GIVEN RECORDS START

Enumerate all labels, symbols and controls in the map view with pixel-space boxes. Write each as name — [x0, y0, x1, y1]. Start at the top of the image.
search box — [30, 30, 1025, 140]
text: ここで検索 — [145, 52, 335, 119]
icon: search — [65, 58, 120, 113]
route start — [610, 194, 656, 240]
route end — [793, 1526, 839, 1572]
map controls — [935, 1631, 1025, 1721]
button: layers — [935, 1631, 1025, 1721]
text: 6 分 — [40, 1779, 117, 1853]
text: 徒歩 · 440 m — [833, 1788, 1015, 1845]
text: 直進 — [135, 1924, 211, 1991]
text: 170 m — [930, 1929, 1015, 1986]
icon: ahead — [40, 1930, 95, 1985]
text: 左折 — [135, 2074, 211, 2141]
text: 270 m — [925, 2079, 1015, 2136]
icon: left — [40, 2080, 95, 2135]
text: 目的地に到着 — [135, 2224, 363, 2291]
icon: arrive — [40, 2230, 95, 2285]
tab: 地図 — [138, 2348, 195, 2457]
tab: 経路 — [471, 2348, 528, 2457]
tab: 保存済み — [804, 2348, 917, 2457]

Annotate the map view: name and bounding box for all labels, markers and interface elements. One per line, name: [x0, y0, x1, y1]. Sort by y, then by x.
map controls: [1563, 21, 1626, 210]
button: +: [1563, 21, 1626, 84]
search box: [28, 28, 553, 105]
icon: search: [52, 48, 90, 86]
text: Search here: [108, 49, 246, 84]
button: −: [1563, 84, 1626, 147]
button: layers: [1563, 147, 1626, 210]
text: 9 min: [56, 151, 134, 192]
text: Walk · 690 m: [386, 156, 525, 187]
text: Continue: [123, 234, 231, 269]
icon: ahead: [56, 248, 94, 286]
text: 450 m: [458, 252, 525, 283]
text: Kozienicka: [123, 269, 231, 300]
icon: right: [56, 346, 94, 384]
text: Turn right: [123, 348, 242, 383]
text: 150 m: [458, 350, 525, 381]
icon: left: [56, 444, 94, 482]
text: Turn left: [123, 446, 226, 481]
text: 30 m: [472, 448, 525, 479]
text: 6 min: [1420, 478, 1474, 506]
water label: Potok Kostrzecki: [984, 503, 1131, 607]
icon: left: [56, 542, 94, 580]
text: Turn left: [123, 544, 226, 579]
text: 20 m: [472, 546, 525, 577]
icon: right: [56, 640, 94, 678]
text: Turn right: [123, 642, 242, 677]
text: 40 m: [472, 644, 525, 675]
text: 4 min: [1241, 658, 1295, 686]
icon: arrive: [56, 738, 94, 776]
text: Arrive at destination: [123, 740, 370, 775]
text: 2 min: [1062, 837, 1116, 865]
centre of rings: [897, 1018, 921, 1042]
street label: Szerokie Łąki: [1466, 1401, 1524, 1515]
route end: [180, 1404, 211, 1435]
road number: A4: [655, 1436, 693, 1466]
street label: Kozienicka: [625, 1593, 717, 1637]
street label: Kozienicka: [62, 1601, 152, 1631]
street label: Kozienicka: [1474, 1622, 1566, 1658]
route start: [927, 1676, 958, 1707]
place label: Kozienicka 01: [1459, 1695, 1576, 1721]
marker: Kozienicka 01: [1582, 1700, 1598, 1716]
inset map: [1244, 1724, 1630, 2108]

GIVEN RECORDS END

◆ EXERCISE DIRECTIONS:
Each line of the data above is to be duplicated exactly.

◆ OUTPUT OF THE EXERCISE:
Enumerate all labels, symbols and controls in the map view with pixel-space boxes. Write each as name — [x0, y0, x1, y1]. Start at the top of the image.
search box — [30, 30, 1025, 140]
text: ここで検索 — [145, 52, 335, 119]
icon: search — [65, 58, 120, 113]
route start — [610, 194, 656, 240]
route end — [793, 1526, 839, 1572]
map controls — [935, 1631, 1025, 1721]
button: layers — [935, 1631, 1025, 1721]
text: 6 分 — [40, 1779, 117, 1853]
text: 徒歩 · 440 m — [833, 1788, 1015, 1845]
text: 直進 — [135, 1924, 211, 1991]
text: 170 m — [930, 1929, 1015, 1986]
icon: ahead — [40, 1930, 95, 1985]
text: 左折 — [135, 2074, 211, 2141]
text: 270 m — [925, 2079, 1015, 2136]
icon: left — [40, 2080, 95, 2135]
text: 目的地に到着 — [135, 2224, 363, 2291]
icon: arrive — [40, 2230, 95, 2285]
tab: 地図 — [138, 2348, 195, 2457]
tab: 経路 — [471, 2348, 528, 2457]
tab: 保存済み — [804, 2348, 917, 2457]

Annotate the map view: name and bounding box for all labels, markers and interface elements. One per line, name: [x0, y0, x1, y1]. Sort by y, then by x.
map controls: [1563, 21, 1626, 210]
button: +: [1563, 21, 1626, 84]
search box: [28, 28, 553, 105]
icon: search: [52, 48, 90, 86]
text: Search here: [108, 49, 246, 84]
button: −: [1563, 84, 1626, 147]
button: layers: [1563, 147, 1626, 210]
text: 9 min: [56, 151, 134, 192]
text: Walk · 690 m: [386, 156, 525, 187]
text: Continue: [123, 234, 231, 269]
icon: ahead: [56, 248, 94, 286]
text: 450 m: [458, 252, 525, 283]
text: Kozienicka: [123, 269, 231, 300]
icon: right: [56, 346, 94, 384]
text: Turn right: [123, 348, 242, 383]
text: 150 m: [458, 350, 525, 381]
icon: left: [56, 444, 94, 482]
text: Turn left: [123, 446, 226, 481]
text: 30 m: [472, 448, 525, 479]
text: 6 min: [1420, 478, 1474, 506]
water label: Potok Kostrzecki: [984, 503, 1131, 607]
icon: left: [56, 542, 94, 580]
text: Turn left: [123, 544, 226, 579]
text: 20 m: [472, 546, 525, 577]
icon: right: [56, 640, 94, 678]
text: Turn right: [123, 642, 242, 677]
text: 40 m: [472, 644, 525, 675]
text: 4 min: [1241, 658, 1295, 686]
icon: arrive: [56, 738, 94, 776]
text: Arrive at destination: [123, 740, 370, 775]
text: 2 min: [1062, 837, 1116, 865]
centre of rings: [897, 1018, 921, 1042]
street label: Szerokie Łąki: [1466, 1401, 1524, 1515]
route end: [180, 1404, 211, 1435]
road number: A4: [655, 1436, 693, 1466]
street label: Kozienicka: [625, 1593, 717, 1637]
street label: Kozienicka: [62, 1601, 152, 1631]
street label: Kozienicka: [1474, 1622, 1566, 1658]
route start: [927, 1676, 958, 1707]
place label: Kozienicka 01: [1459, 1695, 1576, 1721]
marker: Kozienicka 01: [1582, 1700, 1598, 1716]
inset map: [1244, 1724, 1630, 2108]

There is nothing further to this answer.